Últimamente estoy pensando de puntillas
en el tiempo. No en el del cielo, sino ese que te lleva de viaje a la
tumba por un módico precio.
A lo mejor es precisamente por esta
primavera interrupta, por todos los jugos contenidos de
repente, empantanados dentro de las venas. Si hiciera buen tiempo yo
estaría comprándome faldas de colores y zumbando alegremente como
una abeja. El sol me animaliza y me impulsa a meterme de lleno en el
baile del cortejo. ¿Con quién? Con nadie en concreto. Conmigo misma
o con el ecosistema. Pero el cielo está blanquigrís, cubierto de
canas, y yo, que soy un resumen de mi medio, me acuerdo de que mi
cuerpo cambia a la chita callando y se degrada.
O a lo mejor es porque sigo tratando de
hilvanar parches de biografía de dos personas muertas. Una de ellas
nació en 1907. Imagina: un mundo sin radio ni aviones rayando los
cielos; sin mafia de coches abusando de la calle, sin plástico ni
antenas, sin canciones pop para olvidarte durante tres minutos de que
somos mortales. Un mundo todavía tangible y lento. Ves imágenes de
entonces y no puedes evitar una punta de condescendencia. Las caras
algo primitivas, congeladas habitualmente en un gesto de pasmo. Se
hace raro pensar que detrás de esas máscaras bulliera realmente el
deseo por la vecina, unas ganas locas de comerse un chocolate con
churros o de quitarse los zapatos, la frustración de un matrimonio
mal apañado o el sueño blando de hacer fortuna en la India. Es como
si solamente uno supiera de verdad a qué sabe la vida. Como si los
muertos fueran atrezzo y excusas para llegar a ti mismo. Es triste:
de aquí a ochenta años nuestras fotos serán observadas con un
desdén parecido: “míralos, nacieron cuando no había internet.

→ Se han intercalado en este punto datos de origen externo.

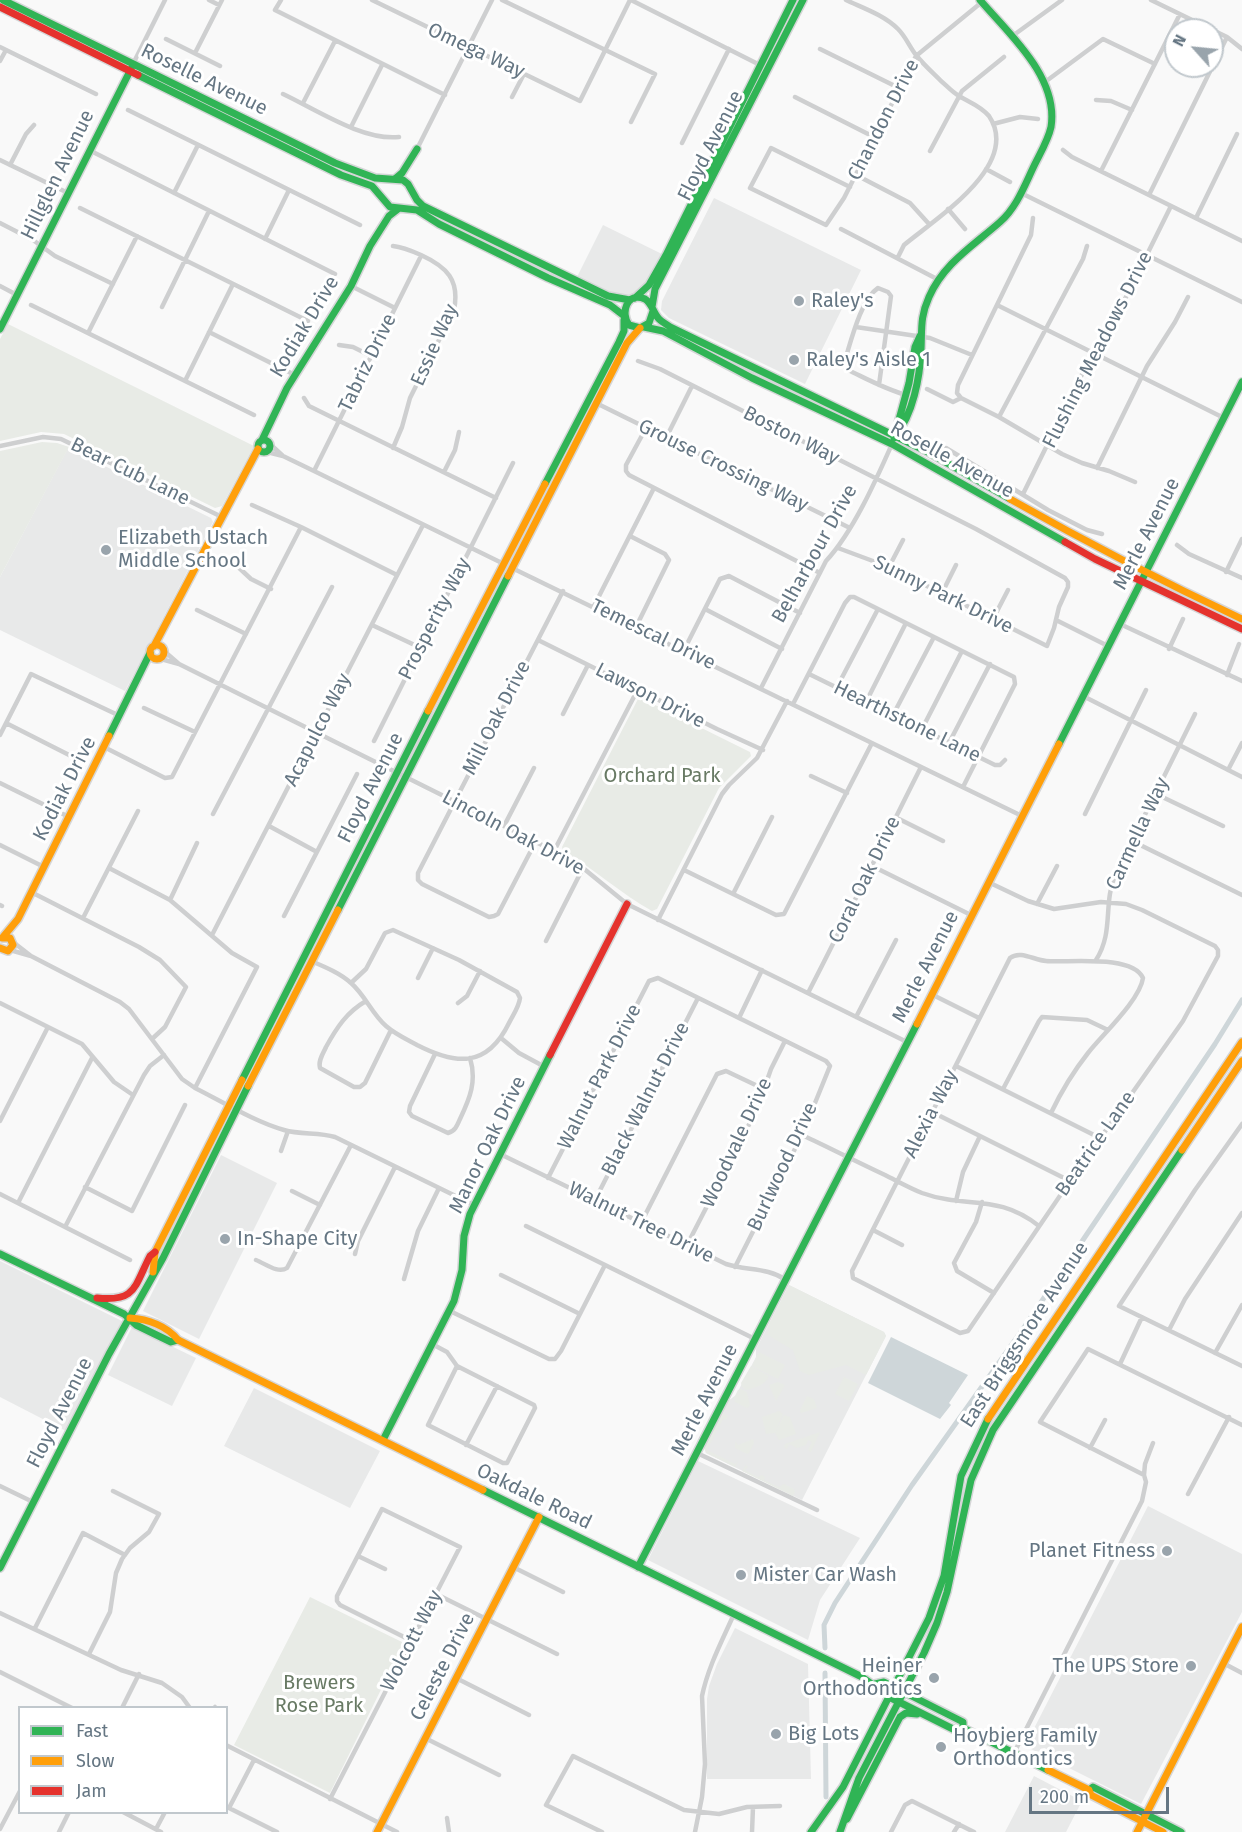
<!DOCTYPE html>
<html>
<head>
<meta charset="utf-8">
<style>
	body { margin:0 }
	#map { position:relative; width:1242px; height:1832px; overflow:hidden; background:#f9f9f9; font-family:"Fira Sans",sans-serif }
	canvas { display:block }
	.legend { position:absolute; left:18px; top:1706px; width:210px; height:108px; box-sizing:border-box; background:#fff; border:2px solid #c1c8cd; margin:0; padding:8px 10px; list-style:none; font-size:18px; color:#657683 }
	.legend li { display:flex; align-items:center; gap:12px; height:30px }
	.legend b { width:30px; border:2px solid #c1c8cd }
	.north { position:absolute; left:1164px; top:18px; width:60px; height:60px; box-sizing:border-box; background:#fff; border:2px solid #c1c8cd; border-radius:50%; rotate:297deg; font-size:16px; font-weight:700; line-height:24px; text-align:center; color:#657683 }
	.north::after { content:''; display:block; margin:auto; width:21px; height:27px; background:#99a4ac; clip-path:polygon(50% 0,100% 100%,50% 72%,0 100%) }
	.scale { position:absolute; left:1029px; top:1787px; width:140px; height:27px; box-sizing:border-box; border:3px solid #657683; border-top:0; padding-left:8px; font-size:18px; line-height:21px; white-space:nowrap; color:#657683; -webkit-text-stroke:4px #fff; paint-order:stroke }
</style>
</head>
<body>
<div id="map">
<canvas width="1242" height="1832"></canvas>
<ul class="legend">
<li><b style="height:8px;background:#30b455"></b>Fast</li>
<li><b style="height:8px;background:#ff9f0a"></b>Slow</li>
<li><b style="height:8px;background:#e5322d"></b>Jam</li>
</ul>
<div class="north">N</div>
<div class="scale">200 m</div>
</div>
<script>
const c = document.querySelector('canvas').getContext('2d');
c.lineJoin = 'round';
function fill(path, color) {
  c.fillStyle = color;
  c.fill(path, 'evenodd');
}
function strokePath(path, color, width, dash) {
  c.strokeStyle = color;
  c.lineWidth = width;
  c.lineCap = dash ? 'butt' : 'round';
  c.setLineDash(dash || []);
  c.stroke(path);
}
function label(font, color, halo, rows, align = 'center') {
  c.font = font + ' "Fira Sans",sans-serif';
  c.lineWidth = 6;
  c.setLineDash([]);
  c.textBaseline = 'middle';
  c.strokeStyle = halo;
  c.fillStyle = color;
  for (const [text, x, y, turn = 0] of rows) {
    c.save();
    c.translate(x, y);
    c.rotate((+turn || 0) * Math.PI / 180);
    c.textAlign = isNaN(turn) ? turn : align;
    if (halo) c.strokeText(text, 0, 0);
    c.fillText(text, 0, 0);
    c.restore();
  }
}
const built = new Path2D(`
	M714 198 861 270 805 384 669 318 661 310 662 301Z
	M603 225 664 255 648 283 638 293 623 298 611 296 576 279Z
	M68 448 211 518 213 522 125 691 0 630V577Z
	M221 1155 277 1183 199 1339 143 1311Z
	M0 1261 124 1322 68 1432 0 1397Z
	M789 1285 884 1332 886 1336 802 1500 706 1453 705 1448 728 1401 736 1395 756 1357V1349Z
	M132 1327 196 1358 172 1406 108 1375Z
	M254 1388 380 1451 350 1508 224 1446Z
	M698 1461 860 1538 820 1600 808 1640 648 1560Z
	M1148 1506 1242 1554V1612L1141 1804 1025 1746Z
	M735 1628 808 1664 811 1779H707V1699L709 1686 717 1664Z
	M1034 1776 1082 1801 1066 1832H1005Z`);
const green = new Path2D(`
	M8 324 254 446 222 506 215 508 64 434 41 432 0 441V339Z
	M42 442 57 443 69 447 0 577V451Z
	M641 698 750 752 751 756 719 788 657 909 652 911C621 894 595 869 563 851L562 847 638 699Z
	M789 1285 884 1332 886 1336 866 1375 846 1365 809 1375 800 1371 793 1350 766 1334 770 1327 768 1326Z
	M759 1352 785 1365 778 1379 752 1366Z
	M751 1366 769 1376C765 1385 757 1387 747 1390L742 1387 741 1383Z
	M844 1377 858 1384 849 1401 835 1394Z
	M778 1382 785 1385 776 1401 769 1385Z
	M741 1389 747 1392 750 1406 747 1408 735 1402 734 1398 738 1390Z
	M807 1396 814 1399 817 1408 801 1413 800 1410Z
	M779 1411 783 1414 775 1433 766 1434 762 1417Z
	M722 1413 728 1416 726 1420 723 1419 708 1448 709 1451 735 1464 738 1461 735 1467 706 1453 704 1448Z
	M784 1415 790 1417 796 1434 779 1440 775 1433Z
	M820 1432 811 1452 808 1450 812 1442 808 1440 806 1445 797 1448 789 1444 787 1449 784 1447 785 1444Z
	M753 1439 754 1443 749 1453 747 1454 735 1448V1441L738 1445Z
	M746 1465 748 1467 745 1469 746 1471 758 1477 762 1475 765 1477 764 1480 779 1487 784 1484 794 1489 795 1492 793 1496 742 1471Z
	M310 1597 404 1643 330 1793 234 1745Z`);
const water = new Path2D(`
	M891 1337 968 1375 949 1403 951 1405 940 1419 868 1383Z`);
const canal = new Path2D(`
	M825 1648 824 1625 835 1603 912 1485 1025 1326 1215 1044 1242 1000
	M825 1673 826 1797`);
const street = new Path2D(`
	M209 0 219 5
	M281 0 275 10 445 95
	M372 0 580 101 630 0
	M502 0 655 74 631 122
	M631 0 760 65
	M846 0C863 8 884 15 898 29 906 37 909 46 916 55 923 64 933 73 941 81 947 86 952 92 959 96 969 102 981 106 989 116 1022 165 935 219 904 245L898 257
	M1151 0 1227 37 1242 49
	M1011 37 1062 0
	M166 39 220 66
	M0 47 96 94
	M820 49 899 88
	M195 53 222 0
	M0 61 6 50
	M133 64 165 0
	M1045 82 1103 39 1155 64
	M283 94C317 110 363 141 399 137
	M512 97 524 74
	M795 97 874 137
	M1096 100 1111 101 1132 110
	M303 103 335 41
	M128 110 360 225
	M993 124 1020 117 1038 119
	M351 127 382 65
	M682 143 729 49
	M417 149 492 0
	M89 150 335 274
	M1063 150 1072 157 1242 241
	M930 151 962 91 1004 57
	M0 160 68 193
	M10 165 26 134 34 125
	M986 169 1010 182
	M1101 171 1180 14
	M856 175 910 203 929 224
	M850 187 771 148 750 188 826 225 844 198 916 56 982 2
	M174 193 198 145
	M1021 193 1242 302
	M1149 195 1227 37
	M80 208 308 321
	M948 209 965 229
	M1033 218 1031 235 958 385 957 393 961 398 999 417 1062 454 1082 463 1109 471 1135 482
	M1196 218 1237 134
	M0 223 33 240 55 256 113 284
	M841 229 937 279
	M265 239 289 190
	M0 286 17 295
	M351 286 395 308
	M31 305 254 415
	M997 305 1224 418
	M162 307 209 211
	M856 327 930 338 972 355
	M209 332 295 375
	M88 333 137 236
	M339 345 353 347 371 356
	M638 361 660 369 976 529 1065 578 1068 582V587L1059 607 1054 628 1047 646 889 567 838 548
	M185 381 233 284
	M879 385 891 296 888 292 878 288C861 299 851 341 845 360V367L848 370C867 379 885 389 906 395
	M927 389 953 402 961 398
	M304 398 309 406 496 498
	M596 403 850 528
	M999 417 1083 259 1087 246
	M646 428 626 465V471L629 475 820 573
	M666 438 692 386
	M270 444 283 456 314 471 504 564
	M0 446 43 437 61 439 222 517
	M393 448 402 427 410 398 454 310C460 280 447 267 421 255 412 251 403 247 393 246
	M946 448 1048 510 1087 530 1102 534
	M267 452 283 456
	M1097 468 1147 366 1175 322 1188 297
	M314 471 421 256
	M444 472 455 450 459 432
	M1023 494 1093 352 1125 299 1171 206
	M252 505 301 527 397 575
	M630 536 665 554 669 560 636 627
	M1177 545 1189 554 1242 578
	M223 558 236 565 251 579 271 589
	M889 567 903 540
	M512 568 1022 816
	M1226 572 1242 539
	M942 593 956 565
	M594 606 654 488
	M705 609 782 649
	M197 610 246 634
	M993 619 1008 590
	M1056 620 1108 646
	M1120 624 1242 681
	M372 625 421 648
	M538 640 717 729 763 750
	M1169 649 1183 619
	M684 650 720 579 729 576 800 613
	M164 651 179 664
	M161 659 179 664 554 851 583 868 627 904 907 1042
	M809 674 995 765H1000L1005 760
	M1227 675 1239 644
	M837 687 878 609
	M761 688 826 561C853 532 876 480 892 444
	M1083 696 1242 777
	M866 702 906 623
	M793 704 845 603 850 597H854L1014 677 1015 684 963 787
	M144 708 195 732
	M563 714 588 665
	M893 715 934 637
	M6 723 75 758
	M922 729 962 651
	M0 735 31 674 120 716
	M374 741 513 463
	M949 743 990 664
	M104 747 165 778 172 777 301 527
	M1228 770 1242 743
	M811 776 847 793
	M0 783 69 817
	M1156 794 1223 826
	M213 814 332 587
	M1085 814 1146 690
	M895 817 943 841
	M269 826 317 852
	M504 826 534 768
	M536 841 498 914 494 916 489 917 422 884 418 880V873L563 591
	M1132 841 1242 895
	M0 845 44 867
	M554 851 638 689
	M870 865 971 915
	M109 868 170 900 232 953 257 967 195 1088
	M684 870 776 915 784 914 872 743
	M988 882 1028 901 1054 909 1101 902 1126 904 1142 910 1215 946 1218 950V956L1183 1021 1070 1181 968 1331 960 1333 853 1278 852 1271 1010 958C1020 950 1034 960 1046 961 1067 963 1132 954 1143 978 1140 1000 1102 1035 1088 1053 1073 1072 1061 1092 1051 1113
	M31 892 139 947 160 960 186 987 165 1027 152 1039
	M733 894 772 817
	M170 900 197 843
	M1037 904 1057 866
	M0 905 2 906
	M284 916 357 774
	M83 918 138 811
	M658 920 722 794 729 785 757 758 787 701
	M212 935 423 525
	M546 941 583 868
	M13 942 31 956
	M10 950 31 956 120 1002 129 1009 182 1079 195 1088C223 1102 255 1122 284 1130 301 1135 318 1132 335 1137L474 1205
	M1096 960C1114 932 1103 905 1115 875L1195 714
	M311 961C325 967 340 973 351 983 365 995 372 1014 386 1026 395 1034 406 1039 417 1045 456 1065 487 1068 509 1023 513 1015 519 1007 520 998L517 992 459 960 393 930 385 933 366 969 351 983
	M418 978 433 948
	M808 993C847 918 883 842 921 767
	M931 994 979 1018
	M366 1001C347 1012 337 1027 326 1047 323 1054 318 1060 320 1068L354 1087H360L365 1083 391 1030
	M0 1003 82 1044 114 1082 133 1095
	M458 1003 467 996 480 971
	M856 1017 896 940
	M739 1018 762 970
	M501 1038 519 1053 545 1067
	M435 1054 410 1106 409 1112 412 1116 448 1133C455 1131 457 1126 460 1119 470 1098 477 1081 470 1058
	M956 1066 1100 1138
	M1003 1089 1039 1021 1042 1017 1087 1020 1108 1030
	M932 1112 1070 1181
	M0 1121 48 1027
	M1242 1124 1195 1190 1119 1306 1242 1366
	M802 1135C830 1148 857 1162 885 1175 897 1181 909 1188 922 1193 967 1209 997 1193 1039 1226
	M281 1151 288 1131
	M500 1154 726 1264C747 1271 767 1267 786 1280
	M548 1178 649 981 658 978 826 1061 830 1066 802 1135 735 1267
	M85 1187 132 1211 185 1105
	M292 1191 320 1205
	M0 1194 130 1260
	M595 1200 698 998
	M956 1201 963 1172 980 1136
	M982 1202 976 1222 954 1263 957 1271 994 1293
	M18 1203 92 1058
	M641 1223 717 1074 726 1071 764 1089
	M526 1226 755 1339
	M65 1227 144 1075 150 1066 164 1055
	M873 1230 902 1245
	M687 1245 757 1109 771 1069 785 1041
	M355 1254 358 1241 395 1167
	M256 1260C266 1264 278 1274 287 1268L351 1145
	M501 1275 580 1314
	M404 1279 418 1231 439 1188
	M450 1311 549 1359H555L561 1351 605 1265
	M1169 1330 1185 1299 1242 1213
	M432 1344 447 1352 457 1366 534 1405 535 1408 507 1463H503L428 1425 457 1366
	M1215 1353 1242 1305
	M1120 1364 1142 1317
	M466 1445 497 1386
	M1090 1448 1105 1420
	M697 1453 817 1510
	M1144 1475 1040 1422 1088 1349 1242 1425
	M0 1486 33 1502
	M1188 1494 1229 1417
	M358 1556 385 1569
	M513 1567 563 1592
	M436 1594 557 1654
	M0 1613 121 1670 162 1683 182 1697 190 1708
	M35 1628 83 1533 125 1555
	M89 1654 110 1612 116 1573 122 1559 130 1548 149 1532 159 1514 113 1491
	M1223 1663 1242 1673
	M0 1672 72 1708
	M456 1678 529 1715
	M122 1708 139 1674
	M214 1708 215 1707
	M425 1738 499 1775
	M226 1745 397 1832
	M1014 1753 1142 1501 1146 1482 1144 1475 1145 1464 1153 1443
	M254 1760 229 1808 277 1832
	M330 1799 460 1547 382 1509 337 1596V1601L340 1605 412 1641
	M123 1812 161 1832
	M447 1818 449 1832
	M0 1829 20 1791
	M156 1829 165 1812
	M59 1832 69 1812
	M602 1832 546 1805 573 1756 684 1810 719 1814 747 1807 780 1806
	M695 1832 702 1797 705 1764 702 1696C708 1667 722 1641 734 1614
	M752 1832 753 1807
	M891 1832 905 1805 912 1801 974 1832
	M954 1832 959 1824`);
const fast = new Path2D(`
	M3 0 335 163 375 178 403 180 408 184 417 200 423 206 608 296 630 300
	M138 75 341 175 372 186 390 207 417 210 439 224 548 278 610 305 623 315
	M395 179 402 173 417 149
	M635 298 649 285 666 255 793 0
	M652 307 655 289 803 0
	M653 311 649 323 640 328 629 325C620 313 627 291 645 299 652 303 653 313 659 319 662 322 666 324 670 327L926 451 1010 499
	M644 327 663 331 752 378 892 444 1065 542
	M0 329 131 69
	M895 436C913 415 920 377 921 350 922 329 920 317 929 297 944 263 973 246 1000 222 1016 208 1024 187 1033 168 1039 155 1048 141 1051 127 1059 77 1009 34 980 0
	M894 438 909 383 915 347 920 336
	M258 446a6 6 0 1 1 12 0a6 6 0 1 1-12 0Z
	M262 440 287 388 351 286 370 246 389 216 398 209
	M545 484 619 342 624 331V320
	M109 736 150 653
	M1059 744 1242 382
	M338 910 508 576
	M242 1080 428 711
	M0 1254 124 1314 136 1325 171 1342 178 1340
	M383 1440 454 1301 462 1270 464 1236 470 1214 550 1055
	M483 1490 860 1676C872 1683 878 1690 889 1697L957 1731 963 1728 1048 1770
	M638 1567 917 1024
	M0 1568 109 1354 163 1258 248 1086
	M875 1684 884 1682 963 1722V1728
	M1089 1790 1093 1787 1181 1832
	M847 1819 900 1717 906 1713 917 1714
	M811 1832 843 1787 929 1618 944 1576 961 1476 988 1419
	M840 1832 859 1778 924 1653 937 1623 947 1592 971 1480 993 1430 1182 1150`);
const slow = new Path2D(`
	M1010 499C1086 542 1163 582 1242 619
	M508 576 627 343 640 328
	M150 652a7 7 0 1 1 14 0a7 7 0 1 1-14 0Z
	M154 646 258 449
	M428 711 545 484
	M3 937 18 919 109 736
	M0 948 8 951 13 945 10 938H2
	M917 1024 1059 744
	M248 1086 338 910
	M1182 1150 1242 1061
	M153 1272 155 1252 242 1080
	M130 1318C148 1319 167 1326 178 1340L483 1490
	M988 1419 1242 1042
	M1048 1770 1089 1790 1091 1795 1163 1832
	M377 1832 539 1517
	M1137 1832 1242 1627`);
const jam = new Path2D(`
	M0 7 138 75
	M1065 542 1095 559 1242 629
	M550 1055 627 904
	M97 1298C136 1302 134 1287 150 1256L155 1252`);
const markers = [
	[799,301,6,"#99a4ac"],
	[794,360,6,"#99a4ac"],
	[106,550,6,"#99a4ac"],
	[225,1239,6,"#99a4ac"],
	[1167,1551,6,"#99a4ac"],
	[741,1575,6,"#99a4ac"],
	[1191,1666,6,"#99a4ac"],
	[934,1678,6,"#99a4ac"],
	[776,1734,6,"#99a4ac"],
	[941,1747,6,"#99a4ac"]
];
const streetNames = [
	["Omega Way",476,51,25],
	["Roselle Avenue",204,80,26],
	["Chandon Drive",884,120,-63],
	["Floyd Avenue",711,146,-63],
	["Hillglen Avenue",58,175,-64],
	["Kodiak Drive",305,327,-59],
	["Essie Way",435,345,-66],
	["Flushing Meadows Drive",1098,350,-63],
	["Tabriz Drive",368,363,-64],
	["Boston Way",791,436,27],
	["Roselle Avenue",952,460,29],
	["Grouse Crossing Way",723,466,26],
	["Bear Cub Lane",130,472,26],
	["Merle Avenue",1147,534,-63],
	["Belharbour Drive",815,554,-61],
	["Sunny Park Drive",943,595,26],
	["Prosperity Way",435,619,-63],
	["Temescal Drive",653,635,26],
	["Lawson Drive",650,696,27],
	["Mill Oak Drive",497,718,-63],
	["Hearthstone Lane",907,722,26],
	["Acapulco Way",318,730,-63],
	["Floyd Avenue",371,788,-63],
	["Kodiak Drive",65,789,-63],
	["Lincoln Oak Drive",513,833,28],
	["Carmella Way",1138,834,-65],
	["Coral Oak Drive",865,880,-64],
	["Merle Avenue",926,967,-63],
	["Walnut Park Drive",600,1077,-63],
	["Black Walnut Drive",646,1099,-63],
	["Alexia Way",931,1114,-63],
	["Woodvale Drive",737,1143,-65],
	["Beatrice Lane",1096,1144,-55],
	["Manor Oak Drive",488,1145,-64],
	["Burlwood Drive",783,1167,-65],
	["Walnut Tree Drive",641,1223,26],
	["East Briggsmore Avenue",1025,1335,-57],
	["Merle Avenue",705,1400,-63],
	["Floyd Avenue",60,1413,-63],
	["Oakdale Road",534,1497,26],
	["Wolcott Way",412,1641,-63],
	["Celeste Drive",443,1667,-63]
];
const poiNames = [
	["Raley's",811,301],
	["Raley's Aisle 1",806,360],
	["Elizabeth Ustach",118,538],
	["Middle School",118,561],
	["In-Shape City",237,1239],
	["Planet Fitness",1155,1551,"right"],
	["Mister Car Wash",753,1575],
	["Heiner",922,1666,"right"],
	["Orthodontics",922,1689,"right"],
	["The UPS Store",1179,1666,"right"],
	["Big Lots",788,1734],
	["Hoybjerg Family",953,1736],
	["Orthodontics",953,1759]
];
const parkNames = [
	["Orchard Park",662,776],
	["Brewers",319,1683],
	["Rose Park",319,1706]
];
fill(built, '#e8e9e9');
fill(green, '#e8ebe6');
fill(water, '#ced6d9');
strokePath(canal, '#ced6d9', 5);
strokePath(fast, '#d5d6d7', 10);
strokePath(slow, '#d5d6d7', 10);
strokePath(jam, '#d5d6d7', 10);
strokePath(street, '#cecfd0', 4.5);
strokePath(fast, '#30b455', 7);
strokePath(slow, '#ff9f0a', 7);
strokePath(jam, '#e5322d', 7);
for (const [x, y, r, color] of markers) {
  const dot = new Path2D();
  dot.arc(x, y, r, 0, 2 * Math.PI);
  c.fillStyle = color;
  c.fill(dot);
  strokePath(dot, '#fff', 2);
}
label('20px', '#657683', '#fff', streetNames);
label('20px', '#657683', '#fff', poiNames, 'left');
label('20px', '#687a64', '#fff', parkNames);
</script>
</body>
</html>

¿De verdad sentían y estaban vivos?”
O a lo mejor es la frase que apunté del
libro de William Boyd Las aventuras de un hombre cualquiera.
En un capítulo sórdido de su vejez, el protagonista se dice: “
Esta no es la imagen de mi yo anciano que me había formado cuando
era más joven (…) Ése no fue nunca mi estilo, nunca. ¿Entonces
cuál fue tu estilo? ¿Qué visiones indulgentes del futuro alegraban
tu alma?”
Así que ahora no consigo arrancarme la
espina de esa última pregunta. Mi alma, encogida por el nublado, se
alegra imaginando visiones de autonomía. Me gustaría ser una vieja
que no se quejase, que caminara a pesar del dolor de rodillas, que
gastara pródigamente sus ahorros de contento. Me gustaría ser útil.
Tener cerca el olor de la gente joven. Ofrecerles el cebo de mi
experiencia. No inspirarles nunca lástima. No sentir lástima sino
orgullo por las pérdidas. Acordarme de que realmente estuve viva, y
sentí esto y aquello, y vi y di testimonio de algunas cosas
verdaderas.
A todos nos gustaría ser ancianos encantadores aunque quizá terminemos siendo viejos verdes.
ResponderEliminarAy, Bubo, peor que ser un viejo verde -que al fin y al cabo desea algo, aunque sea más bien inalcanzable- es ser un viejo lastre, un peso muerto que solo sepa agarrarse a los que tiene cerca.
ResponderEliminarAsí que, si el tiempo me lo permite, quiero ser esa del último párrafo.
Creo que son minoría. Ya podemos aplicarnos para llegar con la lección aprendida.